YOUR OBJECTIVE »
Each entry that appears below should be restated exactly as it is.

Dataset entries
· · ·
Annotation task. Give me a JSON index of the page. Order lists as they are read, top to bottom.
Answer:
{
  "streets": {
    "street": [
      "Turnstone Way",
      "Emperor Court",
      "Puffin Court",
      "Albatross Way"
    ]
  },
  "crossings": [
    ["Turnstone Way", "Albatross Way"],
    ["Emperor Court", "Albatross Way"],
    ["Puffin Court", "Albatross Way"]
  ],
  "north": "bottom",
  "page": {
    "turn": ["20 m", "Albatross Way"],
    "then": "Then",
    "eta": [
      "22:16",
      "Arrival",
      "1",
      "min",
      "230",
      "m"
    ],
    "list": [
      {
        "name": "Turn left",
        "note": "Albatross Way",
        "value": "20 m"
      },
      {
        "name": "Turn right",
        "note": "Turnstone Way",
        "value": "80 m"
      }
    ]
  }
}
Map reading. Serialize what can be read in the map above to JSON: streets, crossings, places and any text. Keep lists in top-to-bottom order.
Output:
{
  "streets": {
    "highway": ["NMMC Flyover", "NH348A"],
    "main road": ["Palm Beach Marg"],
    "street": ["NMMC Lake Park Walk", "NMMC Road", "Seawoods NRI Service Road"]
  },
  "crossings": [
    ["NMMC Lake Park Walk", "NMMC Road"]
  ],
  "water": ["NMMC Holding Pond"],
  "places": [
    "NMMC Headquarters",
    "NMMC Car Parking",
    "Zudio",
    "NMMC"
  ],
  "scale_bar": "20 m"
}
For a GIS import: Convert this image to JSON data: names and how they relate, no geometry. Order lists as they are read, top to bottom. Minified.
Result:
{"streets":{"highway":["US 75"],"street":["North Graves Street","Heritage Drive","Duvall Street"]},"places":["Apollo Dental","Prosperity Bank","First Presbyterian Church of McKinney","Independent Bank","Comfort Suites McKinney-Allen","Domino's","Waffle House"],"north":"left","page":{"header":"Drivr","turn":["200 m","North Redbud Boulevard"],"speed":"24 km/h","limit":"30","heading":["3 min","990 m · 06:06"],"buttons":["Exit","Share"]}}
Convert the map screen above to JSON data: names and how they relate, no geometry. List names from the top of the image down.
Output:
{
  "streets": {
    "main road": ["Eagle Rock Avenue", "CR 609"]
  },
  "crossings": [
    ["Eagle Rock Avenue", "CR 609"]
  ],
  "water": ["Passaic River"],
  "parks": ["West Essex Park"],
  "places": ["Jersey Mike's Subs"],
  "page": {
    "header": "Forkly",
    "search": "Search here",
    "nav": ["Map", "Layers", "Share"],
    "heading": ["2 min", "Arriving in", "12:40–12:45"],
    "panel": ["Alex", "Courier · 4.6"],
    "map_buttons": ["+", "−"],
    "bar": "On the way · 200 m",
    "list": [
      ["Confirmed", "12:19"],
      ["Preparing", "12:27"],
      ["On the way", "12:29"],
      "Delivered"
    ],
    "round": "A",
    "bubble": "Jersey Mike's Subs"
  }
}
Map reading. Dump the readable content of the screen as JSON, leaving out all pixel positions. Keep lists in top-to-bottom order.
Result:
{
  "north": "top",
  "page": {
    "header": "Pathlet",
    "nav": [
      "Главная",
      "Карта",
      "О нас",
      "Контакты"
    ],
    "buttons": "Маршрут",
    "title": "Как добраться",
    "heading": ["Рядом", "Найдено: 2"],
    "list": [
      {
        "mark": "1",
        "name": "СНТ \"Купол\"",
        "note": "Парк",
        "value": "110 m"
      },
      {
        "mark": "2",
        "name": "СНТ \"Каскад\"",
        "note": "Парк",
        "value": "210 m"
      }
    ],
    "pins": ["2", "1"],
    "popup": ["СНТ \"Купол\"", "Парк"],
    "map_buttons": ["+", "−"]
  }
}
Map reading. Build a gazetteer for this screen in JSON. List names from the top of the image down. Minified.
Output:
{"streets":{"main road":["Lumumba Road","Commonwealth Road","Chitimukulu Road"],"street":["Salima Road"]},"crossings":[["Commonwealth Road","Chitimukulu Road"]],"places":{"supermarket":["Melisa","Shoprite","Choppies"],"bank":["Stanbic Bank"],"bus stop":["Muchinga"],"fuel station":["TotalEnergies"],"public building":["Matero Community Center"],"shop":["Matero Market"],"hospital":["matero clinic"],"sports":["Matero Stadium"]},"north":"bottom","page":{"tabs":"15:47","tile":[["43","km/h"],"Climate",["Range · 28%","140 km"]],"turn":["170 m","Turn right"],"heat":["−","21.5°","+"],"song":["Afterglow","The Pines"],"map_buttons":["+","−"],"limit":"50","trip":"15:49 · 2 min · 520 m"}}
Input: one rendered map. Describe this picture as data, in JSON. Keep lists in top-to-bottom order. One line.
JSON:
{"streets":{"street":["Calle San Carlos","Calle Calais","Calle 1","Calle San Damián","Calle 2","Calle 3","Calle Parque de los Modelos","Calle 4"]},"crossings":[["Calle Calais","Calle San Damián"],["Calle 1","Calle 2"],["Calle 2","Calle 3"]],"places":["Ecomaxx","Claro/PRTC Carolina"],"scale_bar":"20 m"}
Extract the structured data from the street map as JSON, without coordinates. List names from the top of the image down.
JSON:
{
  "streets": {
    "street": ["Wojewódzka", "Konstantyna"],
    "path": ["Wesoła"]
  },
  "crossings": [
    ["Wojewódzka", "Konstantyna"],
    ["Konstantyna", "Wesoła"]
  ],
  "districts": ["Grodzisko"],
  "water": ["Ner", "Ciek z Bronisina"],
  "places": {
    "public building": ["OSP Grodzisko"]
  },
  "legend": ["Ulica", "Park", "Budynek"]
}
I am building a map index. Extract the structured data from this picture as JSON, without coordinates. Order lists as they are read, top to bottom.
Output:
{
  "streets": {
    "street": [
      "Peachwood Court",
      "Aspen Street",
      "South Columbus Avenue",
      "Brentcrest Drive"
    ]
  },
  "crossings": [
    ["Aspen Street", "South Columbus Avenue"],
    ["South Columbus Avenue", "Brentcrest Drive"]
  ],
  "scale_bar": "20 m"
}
· · ·
WRITTEN SOLUTION »
Annotation task. Give me a JSON index of the page. Order lists as they are read, top to bottom.
Answer:
{
  "streets": {
    "street": [
      "Turnstone Way",
      "Emperor Court",
      "Puffin Court",
      "Albatross Way"
    ]
  },
  "crossings": [
    ["Turnstone Way", "Albatross Way"],
    ["Emperor Court", "Albatross Way"],
    ["Puffin Court", "Albatross Way"]
  ],
  "north": "bottom",
  "page": {
    "turn": ["20 m", "Albatross Way"],
    "then": "Then",
    "eta": [
      "22:16",
      "Arrival",
      "1",
      "min",
      "230",
      "m"
    ],
    "list": [
      {
        "name": "Turn left",
        "note": "Albatross Way",
        "value": "20 m"
      },
      {
        "name": "Turn right",
        "note": "Turnstone Way",
        "value": "80 m"
      }
    ]
  }
}
Map reading. Serialize what can be read in the map above to JSON: streets, crossings, places and any text. Keep lists in top-to-bottom order.
Output:
{
  "streets": {
    "highway": ["NMMC Flyover", "NH348A"],
    "main road": ["Palm Beach Marg"],
    "street": ["NMMC Lake Park Walk", "NMMC Road", "Seawoods NRI Service Road"]
  },
  "crossings": [
    ["NMMC Lake Park Walk", "NMMC Road"]
  ],
  "water": ["NMMC Holding Pond"],
  "places": [
    "NMMC Headquarters",
    "NMMC Car Parking",
    "Zudio",
    "NMMC"
  ],
  "scale_bar": "20 m"
}
For a GIS import: Convert this image to JSON data: names and how they relate, no geometry. Order lists as they are read, top to bottom. Minified.
Result:
{"streets":{"highway":["US 75"],"street":["North Graves Street","Heritage Drive","Duvall Street"]},"places":["Apollo Dental","Prosperity Bank","First Presbyterian Church of McKinney","Independent Bank","Comfort Suites McKinney-Allen","Domino's","Waffle House"],"north":"left","page":{"header":"Drivr","turn":["200 m","North Redbud Boulevard"],"speed":"24 km/h","limit":"30","heading":["3 min","990 m · 06:06"],"buttons":["Exit","Share"]}}
Convert the map screen above to JSON data: names and how they relate, no geometry. List names from the top of the image down.
Output:
{
  "streets": {
    "main road": ["Eagle Rock Avenue", "CR 609"]
  },
  "crossings": [
    ["Eagle Rock Avenue", "CR 609"]
  ],
  "water": ["Passaic River"],
  "parks": ["West Essex Park"],
  "places": ["Jersey Mike's Subs"],
  "page": {
    "header": "Forkly",
    "search": "Search here",
    "nav": ["Map", "Layers", "Share"],
    "heading": ["2 min", "Arriving in", "12:40–12:45"],
    "panel": ["Alex", "Courier · 4.6"],
    "map_buttons": ["+", "−"],
    "bar": "On the way · 200 m",
    "list": [
      ["Confirmed", "12:19"],
      ["Preparing", "12:27"],
      ["On the way", "12:29"],
      "Delivered"
    ],
    "round": "A",
    "bubble": "Jersey Mike's Subs"
  }
}
Map reading. Dump the readable content of the screen as JSON, leaving out all pixel positions. Keep lists in top-to-bottom order.
Result:
{
  "north": "top",
  "page": {
    "header": "Pathlet",
    "nav": [
      "Главная",
      "Карта",
      "О нас",
      "Контакты"
    ],
    "buttons": "Маршрут",
    "title": "Как добраться",
    "heading": ["Рядом", "Найдено: 2"],
    "list": [
      {
        "mark": "1",
        "name": "СНТ \"Купол\"",
        "note": "Парк",
        "value": "110 m"
      },
      {
        "mark": "2",
        "name": "СНТ \"Каскад\"",
        "note": "Парк",
        "value": "210 m"
      }
    ],
    "pins": ["2", "1"],
    "popup": ["СНТ \"Купол\"", "Парк"],
    "map_buttons": ["+", "−"]
  }
}
Map reading. Build a gazetteer for this screen in JSON. List names from the top of the image down. Minified.
Output:
{"streets":{"main road":["Lumumba Road","Commonwealth Road","Chitimukulu Road"],"street":["Salima Road"]},"crossings":[["Commonwealth Road","Chitimukulu Road"]],"places":{"supermarket":["Melisa","Shoprite","Choppies"],"bank":["Stanbic Bank"],"bus stop":["Muchinga"],"fuel station":["TotalEnergies"],"public building":["Matero Community Center"],"shop":["Matero Market"],"hospital":["matero clinic"],"sports":["Matero Stadium"]},"north":"bottom","page":{"tabs":"15:47","tile":[["43","km/h"],"Climate",["Range · 28%","140 km"]],"turn":["170 m","Turn right"],"heat":["−","21.5°","+"],"song":["Afterglow","The Pines"],"map_buttons":["+","−"],"limit":"50","trip":"15:49 · 2 min · 520 m"}}
Input: one rendered map. Describe this picture as data, in JSON. Keep lists in top-to-bottom order. One line.
JSON:
{"streets":{"street":["Calle San Carlos","Calle Calais","Calle 1","Calle San Damián","Calle 2","Calle 3","Calle Parque de los Modelos","Calle 4"]},"crossings":[["Calle Calais","Calle San Damián"],["Calle 1","Calle 2"],["Calle 2","Calle 3"]],"places":["Ecomaxx","Claro/PRTC Carolina"],"scale_bar":"20 m"}
Extract the structured data from the street map as JSON, without coordinates. List names from the top of the image down.
JSON:
{
  "streets": {
    "street": ["Wojewódzka", "Konstantyna"],
    "path": ["Wesoła"]
  },
  "crossings": [
    ["Wojewódzka", "Konstantyna"],
    ["Konstantyna", "Wesoła"]
  ],
  "districts": ["Grodzisko"],
  "water": ["Ner", "Ciek z Bronisina"],
  "places": {
    "public building": ["OSP Grodzisko"]
  },
  "legend": ["Ulica", "Park", "Budynek"]
}
I am building a map index. Extract the structured data from this picture as JSON, without coordinates. Order lists as they are read, top to bottom.
Output:
{
  "streets": {
    "street": [
      "Peachwood Court",
      "Aspen Street",
      "South Columbus Avenue",
      "Brentcrest Drive"
    ]
  },
  "crossings": [
    ["Aspen Street", "South Columbus Avenue"],
    ["South Columbus Avenue", "Brentcrest Drive"]
  ],
  "scale_bar": "20 m"
}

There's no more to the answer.